Problem to solve: Reproduce all of the data below without alteration; exclude every picture.

Supplied data:

=====

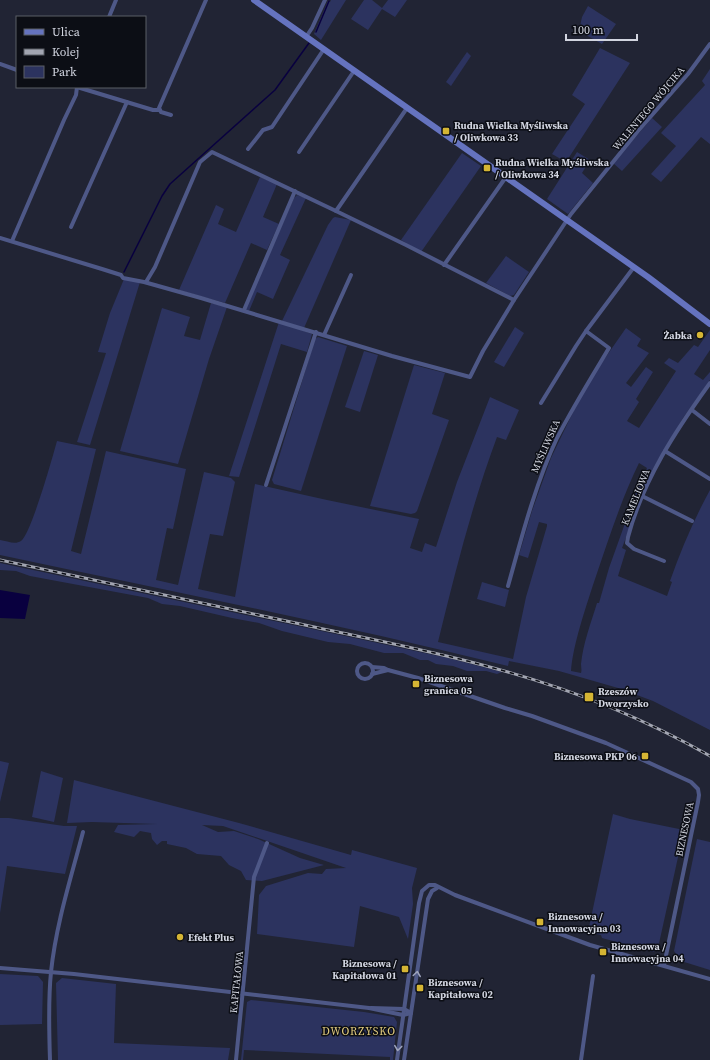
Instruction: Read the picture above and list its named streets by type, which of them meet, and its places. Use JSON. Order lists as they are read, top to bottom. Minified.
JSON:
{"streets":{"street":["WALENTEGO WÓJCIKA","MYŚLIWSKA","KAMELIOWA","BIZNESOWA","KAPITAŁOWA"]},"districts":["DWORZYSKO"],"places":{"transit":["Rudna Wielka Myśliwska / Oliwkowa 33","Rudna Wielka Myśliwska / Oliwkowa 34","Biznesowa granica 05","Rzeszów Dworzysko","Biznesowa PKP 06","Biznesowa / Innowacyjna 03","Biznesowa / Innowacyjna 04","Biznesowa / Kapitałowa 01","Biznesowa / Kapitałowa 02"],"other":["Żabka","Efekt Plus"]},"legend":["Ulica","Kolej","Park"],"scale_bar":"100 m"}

=====

Response area:
Instruction: Read the picture above and list its named streets by type, which of them meet, and its places. Use JSON. Order lists as they are read, top to bottom. Minified.
JSON:
{"streets":{"street":["WALENTEGO WÓJCIKA","MYŚLIWSKA","KAMELIOWA","BIZNESOWA","KAPITAŁOWA"]},"districts":["DWORZYSKO"],"places":{"transit":["Rudna Wielka Myśliwska / Oliwkowa 33","Rudna Wielka Myśliwska / Oliwkowa 34","Biznesowa granica 05","Rzeszów Dworzysko","Biznesowa PKP 06","Biznesowa / Innowacyjna 03","Biznesowa / Innowacyjna 04","Biznesowa / Kapitałowa 01","Biznesowa / Kapitałowa 02"],"other":["Żabka","Efekt Plus"]},"legend":["Ulica","Kolej","Park"],"scale_bar":"100 m"}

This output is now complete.